Figure 13 presents Grad-CAM visualizations across zero-shot scenarios. On the LNTU-TSD snow scenes, the CW-DETR method results in concentrated activations on traffic signs despite the snow-induced contrast reduction, whereas the RT-DETR-R18 results in more diffuse attention. Under nightfall and normal night conditions on the CNTSSS dataset, the CW-DETR achieves higher detection confidence.

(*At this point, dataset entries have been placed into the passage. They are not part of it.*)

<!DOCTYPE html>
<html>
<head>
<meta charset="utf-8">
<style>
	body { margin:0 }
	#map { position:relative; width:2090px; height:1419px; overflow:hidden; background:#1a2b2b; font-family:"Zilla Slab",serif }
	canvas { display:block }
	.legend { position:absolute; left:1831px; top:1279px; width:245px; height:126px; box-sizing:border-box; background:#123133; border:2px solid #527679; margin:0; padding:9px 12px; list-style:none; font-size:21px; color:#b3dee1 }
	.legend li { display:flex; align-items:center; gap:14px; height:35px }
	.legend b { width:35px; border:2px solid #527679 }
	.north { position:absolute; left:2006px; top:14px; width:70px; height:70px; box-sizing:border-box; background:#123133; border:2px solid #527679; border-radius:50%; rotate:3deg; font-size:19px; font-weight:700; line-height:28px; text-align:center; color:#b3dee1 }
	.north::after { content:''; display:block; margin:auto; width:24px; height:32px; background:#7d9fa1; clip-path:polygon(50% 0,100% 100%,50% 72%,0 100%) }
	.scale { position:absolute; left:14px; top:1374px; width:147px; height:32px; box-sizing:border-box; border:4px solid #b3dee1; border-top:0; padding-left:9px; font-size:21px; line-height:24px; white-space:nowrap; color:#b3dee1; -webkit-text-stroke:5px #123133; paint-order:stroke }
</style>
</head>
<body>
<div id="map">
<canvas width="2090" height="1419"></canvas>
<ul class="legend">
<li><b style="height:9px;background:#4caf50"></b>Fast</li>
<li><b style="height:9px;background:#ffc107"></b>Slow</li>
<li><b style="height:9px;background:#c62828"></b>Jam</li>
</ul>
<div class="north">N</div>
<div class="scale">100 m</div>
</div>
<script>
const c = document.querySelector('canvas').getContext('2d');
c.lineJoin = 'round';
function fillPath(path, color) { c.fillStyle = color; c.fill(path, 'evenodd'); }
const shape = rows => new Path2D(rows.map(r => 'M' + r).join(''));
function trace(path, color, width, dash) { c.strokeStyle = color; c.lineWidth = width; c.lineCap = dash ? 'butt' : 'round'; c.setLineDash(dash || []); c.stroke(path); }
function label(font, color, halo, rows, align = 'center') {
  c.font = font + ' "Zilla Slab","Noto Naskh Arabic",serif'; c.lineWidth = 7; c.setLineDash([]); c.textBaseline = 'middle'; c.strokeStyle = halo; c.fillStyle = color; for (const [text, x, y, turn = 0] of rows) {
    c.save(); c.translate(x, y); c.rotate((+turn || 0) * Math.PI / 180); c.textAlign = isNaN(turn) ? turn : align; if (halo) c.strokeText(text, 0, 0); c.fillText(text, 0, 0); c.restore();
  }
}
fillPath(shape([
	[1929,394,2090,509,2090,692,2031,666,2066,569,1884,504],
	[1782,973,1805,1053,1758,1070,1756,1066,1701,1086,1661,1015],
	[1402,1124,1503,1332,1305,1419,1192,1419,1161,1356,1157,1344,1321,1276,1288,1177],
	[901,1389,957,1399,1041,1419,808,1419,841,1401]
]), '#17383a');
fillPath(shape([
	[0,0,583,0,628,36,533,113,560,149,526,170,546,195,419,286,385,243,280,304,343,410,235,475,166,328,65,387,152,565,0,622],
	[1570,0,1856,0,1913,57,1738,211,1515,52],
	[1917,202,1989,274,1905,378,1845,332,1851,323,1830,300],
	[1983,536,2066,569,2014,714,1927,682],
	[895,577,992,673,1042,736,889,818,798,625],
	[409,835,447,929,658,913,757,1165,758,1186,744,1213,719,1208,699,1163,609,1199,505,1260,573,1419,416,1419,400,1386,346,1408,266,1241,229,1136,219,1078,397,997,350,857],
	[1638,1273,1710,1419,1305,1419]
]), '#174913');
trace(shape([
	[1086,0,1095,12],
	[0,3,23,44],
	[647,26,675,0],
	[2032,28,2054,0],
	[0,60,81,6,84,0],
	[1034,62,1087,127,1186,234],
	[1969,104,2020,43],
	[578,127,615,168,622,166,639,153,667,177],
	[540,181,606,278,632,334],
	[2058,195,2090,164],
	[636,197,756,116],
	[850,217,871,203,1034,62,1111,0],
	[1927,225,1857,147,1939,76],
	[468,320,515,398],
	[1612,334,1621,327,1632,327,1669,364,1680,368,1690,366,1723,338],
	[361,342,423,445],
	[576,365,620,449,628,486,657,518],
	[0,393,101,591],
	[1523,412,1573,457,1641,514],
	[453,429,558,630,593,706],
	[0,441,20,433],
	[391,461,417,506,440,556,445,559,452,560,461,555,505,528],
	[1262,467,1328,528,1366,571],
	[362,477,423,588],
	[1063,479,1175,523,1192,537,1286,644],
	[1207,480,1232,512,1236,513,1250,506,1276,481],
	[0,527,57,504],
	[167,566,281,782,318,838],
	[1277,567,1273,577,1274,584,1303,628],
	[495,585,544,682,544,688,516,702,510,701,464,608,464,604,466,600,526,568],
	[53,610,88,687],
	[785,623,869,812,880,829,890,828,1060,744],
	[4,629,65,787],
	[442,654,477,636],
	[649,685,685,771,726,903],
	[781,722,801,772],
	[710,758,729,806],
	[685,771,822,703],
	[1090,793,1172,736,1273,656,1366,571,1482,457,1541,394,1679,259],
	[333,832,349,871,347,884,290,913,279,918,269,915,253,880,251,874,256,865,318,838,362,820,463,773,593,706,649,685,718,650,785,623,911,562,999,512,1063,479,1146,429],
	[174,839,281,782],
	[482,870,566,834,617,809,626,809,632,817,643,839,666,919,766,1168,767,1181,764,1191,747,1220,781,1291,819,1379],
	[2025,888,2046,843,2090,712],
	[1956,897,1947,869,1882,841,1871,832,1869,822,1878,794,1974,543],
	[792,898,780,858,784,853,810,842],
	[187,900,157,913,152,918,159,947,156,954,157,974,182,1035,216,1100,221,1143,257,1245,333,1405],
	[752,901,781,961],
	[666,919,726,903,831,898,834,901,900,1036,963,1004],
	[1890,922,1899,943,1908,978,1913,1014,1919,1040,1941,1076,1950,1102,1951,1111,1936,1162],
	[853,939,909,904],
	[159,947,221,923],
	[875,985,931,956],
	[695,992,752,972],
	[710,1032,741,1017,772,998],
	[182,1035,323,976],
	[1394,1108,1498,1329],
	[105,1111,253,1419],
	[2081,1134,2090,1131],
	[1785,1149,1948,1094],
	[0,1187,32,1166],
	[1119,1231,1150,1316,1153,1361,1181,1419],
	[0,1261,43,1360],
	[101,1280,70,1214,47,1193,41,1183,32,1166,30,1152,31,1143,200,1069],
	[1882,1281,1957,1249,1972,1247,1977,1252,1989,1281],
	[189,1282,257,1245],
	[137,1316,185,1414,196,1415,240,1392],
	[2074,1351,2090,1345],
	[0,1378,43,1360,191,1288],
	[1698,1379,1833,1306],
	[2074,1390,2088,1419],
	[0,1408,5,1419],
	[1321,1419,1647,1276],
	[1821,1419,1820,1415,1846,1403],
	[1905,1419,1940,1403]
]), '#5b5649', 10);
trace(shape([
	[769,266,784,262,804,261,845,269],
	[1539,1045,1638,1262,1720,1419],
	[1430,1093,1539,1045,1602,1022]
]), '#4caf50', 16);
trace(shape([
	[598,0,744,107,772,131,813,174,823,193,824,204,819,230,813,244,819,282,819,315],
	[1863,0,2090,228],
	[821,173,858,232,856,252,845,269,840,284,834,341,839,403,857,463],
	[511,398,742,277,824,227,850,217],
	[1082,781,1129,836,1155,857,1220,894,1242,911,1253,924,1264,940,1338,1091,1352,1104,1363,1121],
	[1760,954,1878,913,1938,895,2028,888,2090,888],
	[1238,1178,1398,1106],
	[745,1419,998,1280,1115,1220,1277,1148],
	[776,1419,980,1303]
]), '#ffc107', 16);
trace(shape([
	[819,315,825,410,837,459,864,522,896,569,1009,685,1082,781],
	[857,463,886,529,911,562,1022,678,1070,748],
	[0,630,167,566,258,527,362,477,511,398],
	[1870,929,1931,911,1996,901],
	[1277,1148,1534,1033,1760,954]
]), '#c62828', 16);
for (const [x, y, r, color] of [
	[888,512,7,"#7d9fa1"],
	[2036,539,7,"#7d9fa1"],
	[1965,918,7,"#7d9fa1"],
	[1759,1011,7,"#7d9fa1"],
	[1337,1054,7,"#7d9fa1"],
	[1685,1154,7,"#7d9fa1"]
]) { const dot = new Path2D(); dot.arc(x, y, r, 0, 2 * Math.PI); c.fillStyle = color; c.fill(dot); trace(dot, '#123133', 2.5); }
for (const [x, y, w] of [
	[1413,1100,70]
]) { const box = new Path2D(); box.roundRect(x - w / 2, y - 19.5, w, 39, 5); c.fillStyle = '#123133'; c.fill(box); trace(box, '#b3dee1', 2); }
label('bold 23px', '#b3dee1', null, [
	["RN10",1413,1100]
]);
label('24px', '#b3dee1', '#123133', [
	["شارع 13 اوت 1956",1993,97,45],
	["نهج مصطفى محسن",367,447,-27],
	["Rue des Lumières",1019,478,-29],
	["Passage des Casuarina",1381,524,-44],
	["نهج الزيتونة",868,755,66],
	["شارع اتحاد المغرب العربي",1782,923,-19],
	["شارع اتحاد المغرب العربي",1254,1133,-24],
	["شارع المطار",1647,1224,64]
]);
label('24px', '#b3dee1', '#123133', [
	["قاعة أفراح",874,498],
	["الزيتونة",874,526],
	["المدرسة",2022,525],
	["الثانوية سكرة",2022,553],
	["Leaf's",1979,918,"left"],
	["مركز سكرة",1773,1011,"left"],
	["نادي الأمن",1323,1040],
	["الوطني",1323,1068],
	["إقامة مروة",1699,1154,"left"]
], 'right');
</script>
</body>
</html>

However, the visualizations also reveal limitations. Under extreme conditions (night without streetlights), both models show reduced activation intensity, and the CW-DETR occasionally produces secondary activations on nontargeted bright regions such as vehicle lights. These observations indicate directions for future improvement, particularly in terms of handling extreme low-light conditions and balancing multiscale detection under compound weather interference.

5. Conclusions

Traffic sign detection is a fundamental perception task for intelligent transportation systems and autonomous driving, and reliable recognition under adverse weather conditions directly affects driving safety and regulatory compliance. This work proposes the CW-DETR, a real-time end-to-end framework that addresses weather-induced feature degradation through four coordinated modules: FPFENet for texture preservation, the MEEM for edge enhancement, the ADBF-FPN for cross-scale compensation, and the MCGM for noise suppression.

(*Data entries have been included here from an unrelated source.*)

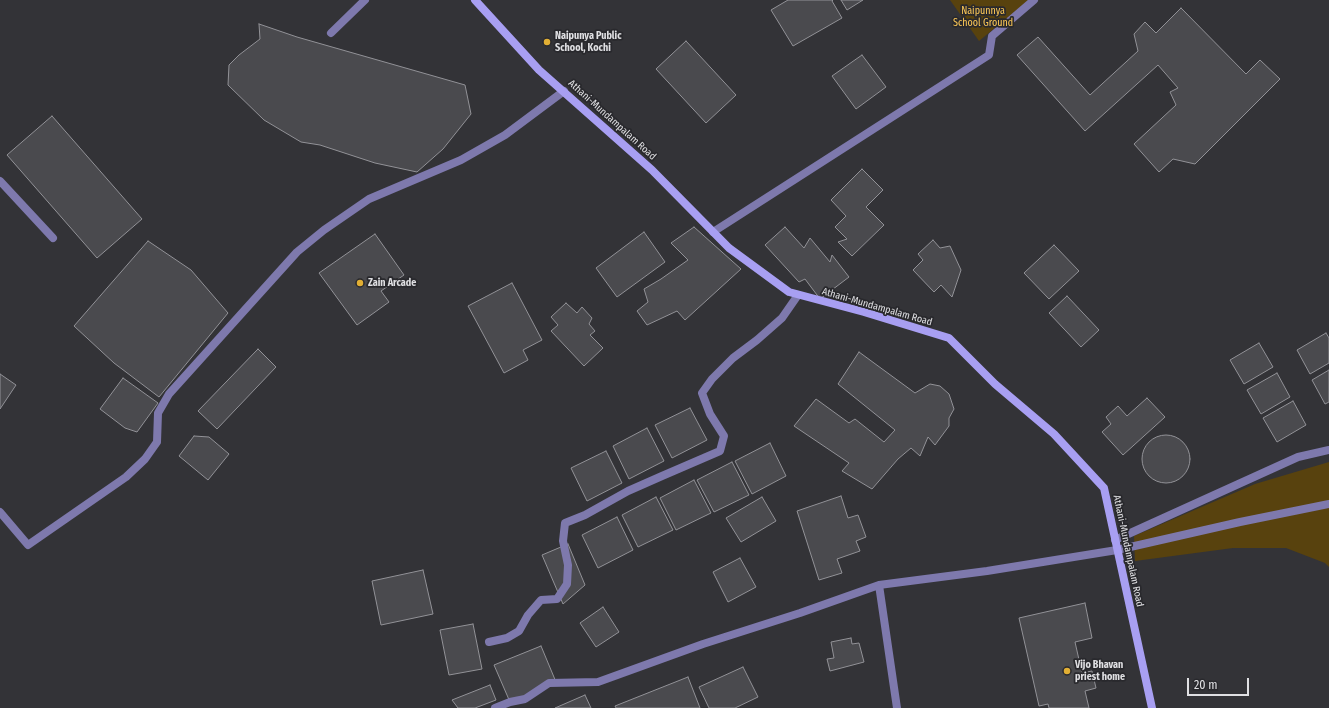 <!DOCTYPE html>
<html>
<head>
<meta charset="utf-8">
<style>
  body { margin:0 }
  #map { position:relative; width:1329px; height:708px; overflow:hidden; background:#333337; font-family:"Fira Sans Condensed",sans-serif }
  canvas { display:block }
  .scale { position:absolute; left:1187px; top:678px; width:62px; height:18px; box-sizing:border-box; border:2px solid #e0e0e3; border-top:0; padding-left:5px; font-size:12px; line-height:14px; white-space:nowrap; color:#e0e0e3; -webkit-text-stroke:3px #29292d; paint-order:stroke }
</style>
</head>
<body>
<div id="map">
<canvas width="1329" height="708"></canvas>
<div class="scale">20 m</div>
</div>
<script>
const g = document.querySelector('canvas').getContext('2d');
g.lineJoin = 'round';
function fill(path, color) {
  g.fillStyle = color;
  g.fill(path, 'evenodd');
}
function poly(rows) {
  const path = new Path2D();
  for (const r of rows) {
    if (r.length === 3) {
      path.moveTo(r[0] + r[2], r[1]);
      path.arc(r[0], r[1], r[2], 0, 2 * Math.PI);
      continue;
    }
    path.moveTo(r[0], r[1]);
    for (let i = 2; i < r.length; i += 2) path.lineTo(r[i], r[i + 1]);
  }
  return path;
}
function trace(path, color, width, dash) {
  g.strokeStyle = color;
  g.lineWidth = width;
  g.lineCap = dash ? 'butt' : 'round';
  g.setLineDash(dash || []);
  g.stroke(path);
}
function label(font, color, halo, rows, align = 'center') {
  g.font = font + ' "Fira Sans Condensed",sans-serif';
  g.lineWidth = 3.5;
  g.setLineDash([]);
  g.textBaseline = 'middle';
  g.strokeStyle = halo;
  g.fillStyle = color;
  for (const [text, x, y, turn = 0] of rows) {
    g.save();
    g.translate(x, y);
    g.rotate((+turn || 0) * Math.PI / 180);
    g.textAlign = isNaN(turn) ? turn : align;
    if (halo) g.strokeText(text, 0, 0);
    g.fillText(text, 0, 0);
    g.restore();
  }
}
fill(poly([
  [950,0,1029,0,979,41],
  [1329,462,1329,567,1325,563,1286,548,1233,548,1135,561,1134,536,1255,484]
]), '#58420e');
const building = poly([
  [788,0,833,0,832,1,842,18,793,46,771,10,788,0],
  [841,0,863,0,847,10,841,0],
  [1181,8,1246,74,1260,60,1280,79,1195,164,1173,159,1159,172,1134,144,1176,105,1170,92,1178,88,1158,65,1085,131,1017,55,1038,37,1090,95,1138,51,1134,34,1145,22,1156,33,1181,8],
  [259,24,297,37,465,85,471,114,443,149,417,172,375,163,320,145,301,142,264,120,228,85,229,65,239,55,260,39,259,24],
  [686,41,736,95,706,123,656,69,686,41],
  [862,55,886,87,856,109,832,76,862,55],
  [52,116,142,219,97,258,7,155,52,116],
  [862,169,883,190,866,207,884,225,852,256,838,242,847,239,835,227,846,216,831,200,862,169],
  [694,227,741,269,685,320,677,311,647,325,637,311,648,302,644,289,661,279,688,260,671,243,694,227],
  [785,227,804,248,810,238,830,262,832,255,849,277,820,299,805,279,799,282,765,245,785,227],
  [644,232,665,262,617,297,596,268,644,232],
  [375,234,404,275,381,291,389,302,357,325,319,273,375,234],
  [933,240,940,248,950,246,961,270,952,297,941,285,934,292,913,270,923,260,918,254,933,240],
  [148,241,191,270,228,313,159,397,114,363,74,326,148,241],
  [1054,245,1079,271,1049,299,1024,273,1054,245],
  [512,283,542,340,523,350,528,360,504,373,468,306,512,283],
  [1067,296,1099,330,1081,347,1049,313,1067,296],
  [566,303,577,313,582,307,592,318,589,324,595,331,590,335,603,348,584,366,551,331,558,325,551,317,566,303],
  [1326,333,1329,338,1329,363,1310,374,1297,350,1326,333],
  [1259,343,1273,367,1244,384,1230,360,1259,343],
  [258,349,276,367,217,429,198,411,258,349],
  [859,352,915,393,930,384,940,386,949,394,954,409,949,418,949,426,935,445,928,437,920,456,911,448,898,459,872,489,842,471,849,463,794,426,816,399,849,423,855,419,884,442,895,430,838,384,859,352],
  [1329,370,1329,402,1325,404,1312,380,1329,370],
  [1277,373,1290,397,1261,414,1247,390,1277,373],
  [0,374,16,385,0,409,0,374],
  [123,378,158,403,137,432,125,428,100,409,123,378],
  [1147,398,1165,417,1123,455,1102,432,1111,424,1106,417,1118,406,1127,416,1147,398],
  [1293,401,1306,425,1277,442,1263,418,1293,401],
  [690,408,707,440,672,458,655,425,690,408],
  [647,428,664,461,629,479,613,446,647,428],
  [1166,459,24],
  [194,436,209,437,229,454,208,480,179,456,194,436],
  [770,443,786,476,752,494,735,461,770,443],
  [606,451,622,483,587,501,571,468,606,451],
  [732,462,749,495,714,512,697,480,732,462],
  [694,480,711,513,676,530,660,498,694,480],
  [841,496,848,518,858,515,866,537,856,541,860,551,837,559,842,573,819,580,797,511,841,496],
  [656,497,673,530,638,547,622,515,656,497],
  [762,497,776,521,741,542,726,518,762,497],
  [617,517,633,550,598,568,582,535,617,517],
  [568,544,585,585,563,604,542,555,568,544],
  [740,558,756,587,728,602,713,572,740,558],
  [423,570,433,614,381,625,372,581,423,570],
  [1085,603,1092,638,1075,642,1082,673,1092,671,1096,688,1085,691,1089,708,1049,708,1048,704,1039,706,1019,618,1085,603],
  [603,607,619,632,596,647,580,623,603,607],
  [473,624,482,669,449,675,440,630,473,624],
  [851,638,852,644,859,643,864,662,830,671,827,659,834,658,831,642,851,638],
  [541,646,556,682,510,702,494,665,541,646],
  [743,667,758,697,735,708,709,708,699,687,743,667],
  [688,677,700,708,616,708,615,706,688,677],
  [490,685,496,700,475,708,458,708,452,700,490,685],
  [585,695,591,708,555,708,585,695]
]);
fill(building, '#4a4a4e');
trace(building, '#929297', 1);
trace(poly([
  [0,181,53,238]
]), '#7e79ad', 8);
trace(poly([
  [331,33,365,0],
  [713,232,989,55,992,36,1034,0],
  [0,512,28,545,126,477,145,459,157,442,158,413,169,394,297,252,324,230,369,199,461,160,505,135,564,91],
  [1115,540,1298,457,1329,450],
  [879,585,897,708],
  [489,642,507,638,519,631,528,615,541,600,557,599,567,584,568,565,563,541,565,523,585,515,628,491,662,476,720,451,724,436,710,414,702,393,712,379,733,358,757,340,782,318,798,295],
  [495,708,510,702,525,699,549,683,598,682,703,644,800,613,879,585,987,571,1117,550,1240,522,1329,504]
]), '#7e79ad', 8);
trace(poly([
  [475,0,539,70,652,170,729,248,789,292,864,312,949,338,995,384,1054,434,1104,488,1152,708]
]), '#a89ff2', 8);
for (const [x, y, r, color] of [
  [547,42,4,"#e2af34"],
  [360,283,4,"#e2af34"],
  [1067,671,4,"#e2af34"]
]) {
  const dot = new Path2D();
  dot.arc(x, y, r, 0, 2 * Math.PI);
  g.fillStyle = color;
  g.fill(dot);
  trace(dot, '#29292d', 1.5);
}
label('10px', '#ffca56', '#29292d', [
  ["Naipunnya",983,11],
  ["School Ground",983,23]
]);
label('bold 10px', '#e0e0e3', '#29292d', [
  ["Naipunya Public",555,36],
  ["School, Kochi",555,48],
  ["Zain Arcade",368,283],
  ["Vijo Bhavan",1075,665],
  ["priest home",1075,677]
], 'left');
label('10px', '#e0e0e3', '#29292d', [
  ["Athani-Mundampalam Road",612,120,42],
  ["Athani-Mundampalam Road",877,307,16],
  ["Athani-Mundampalam Road",1128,551,78]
]);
</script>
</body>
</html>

The experiments demonstrate that the CW-DETR achieves 69.0% $AP$ and 94.4% ${\mathrm{AP}}_{50}$ on the CCTSDB2021 dataset, outperforming state-of-the-art detectors by 2.3–5.7 percentage points while maintaining computational efficiency (56.8 GFLOPs) suitable for vehicle-mounted deployment. Cross-dataset evaluation on the TT100K, TSRD, CNTSSS, and real-world snow conditions confirms robust generalization.

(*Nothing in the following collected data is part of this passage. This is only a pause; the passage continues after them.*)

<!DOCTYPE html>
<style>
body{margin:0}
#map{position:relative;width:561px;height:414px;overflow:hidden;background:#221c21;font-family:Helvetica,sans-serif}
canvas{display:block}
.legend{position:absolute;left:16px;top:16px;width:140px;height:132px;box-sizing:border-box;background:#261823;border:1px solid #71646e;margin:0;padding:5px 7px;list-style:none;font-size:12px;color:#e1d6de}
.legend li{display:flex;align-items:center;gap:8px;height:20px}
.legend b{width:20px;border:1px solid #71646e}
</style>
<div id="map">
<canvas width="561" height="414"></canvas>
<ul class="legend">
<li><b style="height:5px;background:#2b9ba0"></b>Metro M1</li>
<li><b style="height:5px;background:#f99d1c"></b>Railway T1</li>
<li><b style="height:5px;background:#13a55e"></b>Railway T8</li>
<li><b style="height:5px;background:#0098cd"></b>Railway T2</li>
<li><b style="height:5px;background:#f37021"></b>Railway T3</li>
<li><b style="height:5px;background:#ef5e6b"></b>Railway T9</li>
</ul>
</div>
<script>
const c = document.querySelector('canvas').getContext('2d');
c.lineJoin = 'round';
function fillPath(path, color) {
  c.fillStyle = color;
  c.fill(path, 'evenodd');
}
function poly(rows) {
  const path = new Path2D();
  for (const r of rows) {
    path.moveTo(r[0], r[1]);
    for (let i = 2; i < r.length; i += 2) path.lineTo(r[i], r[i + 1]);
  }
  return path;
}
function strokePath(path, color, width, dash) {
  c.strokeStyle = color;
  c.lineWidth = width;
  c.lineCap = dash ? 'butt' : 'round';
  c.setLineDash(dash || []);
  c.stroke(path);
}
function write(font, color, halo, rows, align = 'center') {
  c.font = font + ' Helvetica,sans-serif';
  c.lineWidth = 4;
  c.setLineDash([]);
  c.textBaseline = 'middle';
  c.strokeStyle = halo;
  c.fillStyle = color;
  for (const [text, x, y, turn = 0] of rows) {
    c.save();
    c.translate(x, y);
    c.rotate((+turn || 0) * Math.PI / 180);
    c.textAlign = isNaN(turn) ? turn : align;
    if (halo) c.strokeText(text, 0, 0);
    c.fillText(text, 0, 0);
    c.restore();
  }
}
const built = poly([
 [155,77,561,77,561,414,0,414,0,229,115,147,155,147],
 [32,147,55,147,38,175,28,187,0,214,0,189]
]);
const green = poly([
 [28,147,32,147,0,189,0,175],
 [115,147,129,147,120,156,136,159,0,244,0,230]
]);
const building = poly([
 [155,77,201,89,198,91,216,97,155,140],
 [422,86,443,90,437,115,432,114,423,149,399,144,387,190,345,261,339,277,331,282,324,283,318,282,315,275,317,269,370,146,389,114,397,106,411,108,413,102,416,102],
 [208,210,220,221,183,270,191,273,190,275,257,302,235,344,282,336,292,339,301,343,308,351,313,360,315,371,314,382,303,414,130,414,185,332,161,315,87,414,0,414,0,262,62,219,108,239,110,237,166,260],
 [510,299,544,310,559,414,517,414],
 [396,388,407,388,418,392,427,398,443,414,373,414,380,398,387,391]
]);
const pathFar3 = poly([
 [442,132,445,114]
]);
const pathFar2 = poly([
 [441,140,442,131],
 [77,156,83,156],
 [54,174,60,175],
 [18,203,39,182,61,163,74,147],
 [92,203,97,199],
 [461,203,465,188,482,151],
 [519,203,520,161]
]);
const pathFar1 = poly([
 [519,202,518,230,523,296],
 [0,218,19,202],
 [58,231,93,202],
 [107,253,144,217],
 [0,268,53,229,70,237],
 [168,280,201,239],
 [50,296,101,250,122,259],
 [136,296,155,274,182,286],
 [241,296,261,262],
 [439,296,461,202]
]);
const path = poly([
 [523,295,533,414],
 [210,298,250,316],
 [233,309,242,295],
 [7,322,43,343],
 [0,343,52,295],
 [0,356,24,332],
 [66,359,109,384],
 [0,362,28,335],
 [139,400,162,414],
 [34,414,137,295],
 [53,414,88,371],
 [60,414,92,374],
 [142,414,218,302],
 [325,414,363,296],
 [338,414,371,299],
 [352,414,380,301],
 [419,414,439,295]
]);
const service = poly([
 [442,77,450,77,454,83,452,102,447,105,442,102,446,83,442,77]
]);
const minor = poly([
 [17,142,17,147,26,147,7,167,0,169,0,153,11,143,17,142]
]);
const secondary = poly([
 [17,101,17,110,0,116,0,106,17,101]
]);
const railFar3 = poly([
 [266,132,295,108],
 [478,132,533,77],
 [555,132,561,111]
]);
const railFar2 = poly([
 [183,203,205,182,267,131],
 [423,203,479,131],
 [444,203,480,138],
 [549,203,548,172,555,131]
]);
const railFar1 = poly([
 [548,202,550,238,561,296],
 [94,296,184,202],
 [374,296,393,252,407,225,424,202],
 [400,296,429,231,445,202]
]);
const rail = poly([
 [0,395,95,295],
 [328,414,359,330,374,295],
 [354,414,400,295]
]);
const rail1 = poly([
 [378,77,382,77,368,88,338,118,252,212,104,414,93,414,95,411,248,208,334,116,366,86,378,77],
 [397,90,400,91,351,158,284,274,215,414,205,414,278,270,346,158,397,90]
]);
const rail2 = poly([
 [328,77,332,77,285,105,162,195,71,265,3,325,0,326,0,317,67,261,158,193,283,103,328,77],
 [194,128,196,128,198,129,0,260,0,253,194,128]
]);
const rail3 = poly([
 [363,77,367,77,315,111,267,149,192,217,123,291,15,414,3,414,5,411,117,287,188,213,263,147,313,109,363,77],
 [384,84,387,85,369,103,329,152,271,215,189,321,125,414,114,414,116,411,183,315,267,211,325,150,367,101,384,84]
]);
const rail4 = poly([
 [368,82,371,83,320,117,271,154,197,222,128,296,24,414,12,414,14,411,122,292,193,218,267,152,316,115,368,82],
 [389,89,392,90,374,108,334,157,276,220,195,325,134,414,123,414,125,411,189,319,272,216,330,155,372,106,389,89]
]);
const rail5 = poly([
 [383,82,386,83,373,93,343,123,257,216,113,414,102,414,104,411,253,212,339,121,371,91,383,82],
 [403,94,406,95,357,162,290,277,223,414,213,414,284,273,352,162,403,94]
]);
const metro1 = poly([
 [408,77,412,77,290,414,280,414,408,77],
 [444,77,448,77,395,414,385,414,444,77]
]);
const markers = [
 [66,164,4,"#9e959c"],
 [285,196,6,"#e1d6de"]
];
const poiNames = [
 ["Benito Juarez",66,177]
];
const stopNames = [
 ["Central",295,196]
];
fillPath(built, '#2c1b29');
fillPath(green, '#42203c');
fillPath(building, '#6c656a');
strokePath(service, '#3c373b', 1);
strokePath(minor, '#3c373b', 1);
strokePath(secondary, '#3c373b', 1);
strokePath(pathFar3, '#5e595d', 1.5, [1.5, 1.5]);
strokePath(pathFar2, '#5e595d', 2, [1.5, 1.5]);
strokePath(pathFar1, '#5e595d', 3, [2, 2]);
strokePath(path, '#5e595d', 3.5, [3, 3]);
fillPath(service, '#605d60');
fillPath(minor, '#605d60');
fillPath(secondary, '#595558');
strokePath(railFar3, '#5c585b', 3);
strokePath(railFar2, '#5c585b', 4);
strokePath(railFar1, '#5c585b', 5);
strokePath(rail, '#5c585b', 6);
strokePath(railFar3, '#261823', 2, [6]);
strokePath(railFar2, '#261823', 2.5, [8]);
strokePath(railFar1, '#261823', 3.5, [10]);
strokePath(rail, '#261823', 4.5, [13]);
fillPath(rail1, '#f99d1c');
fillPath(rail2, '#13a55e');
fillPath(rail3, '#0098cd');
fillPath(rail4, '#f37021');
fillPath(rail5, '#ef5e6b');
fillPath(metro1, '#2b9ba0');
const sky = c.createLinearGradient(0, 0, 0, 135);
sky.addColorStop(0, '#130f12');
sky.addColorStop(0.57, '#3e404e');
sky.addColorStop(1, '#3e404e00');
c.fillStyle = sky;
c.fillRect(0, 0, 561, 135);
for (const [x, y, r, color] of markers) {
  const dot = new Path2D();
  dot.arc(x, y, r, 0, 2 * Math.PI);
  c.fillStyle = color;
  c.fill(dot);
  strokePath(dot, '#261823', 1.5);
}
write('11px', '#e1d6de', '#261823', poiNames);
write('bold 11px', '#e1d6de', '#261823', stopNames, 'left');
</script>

From a practical deployment perspective, the end-to-end architecture eliminates the postprocessing latency that is critical for time-sensitive driving decisions, and the demonstrated robustness across weather conditions simplifies system integration without requiring weather-specific model switching. Furthermore, our zero-shot experiments on the CNTSSS dataset’s rainy-night scenes and the LNTU-TSD dataset’s snow-haze scenes validate the adaptability of the model to two common compound weather conditions. Beyond traffic sign detection, the weather-robust feature enhancement principles demonstrated here could extend to other safety-critical tasks such as pedestrian detection, where mistake-free detection under adverse conditions is paramount, and potentially to broader domains such as wildlife monitoring where similar environmental interference challenges exist. However, real-world driving may involve more complex weather combinations or transitional lighting conditions that deserve further exploration. Additionally, variations in camera characteristics across platforms may present certain challenges for deployment. Addressing these aspects alongside the temporal consistency in video-based perception would strengthen the framework’s applicability to practical autonomous driving systems.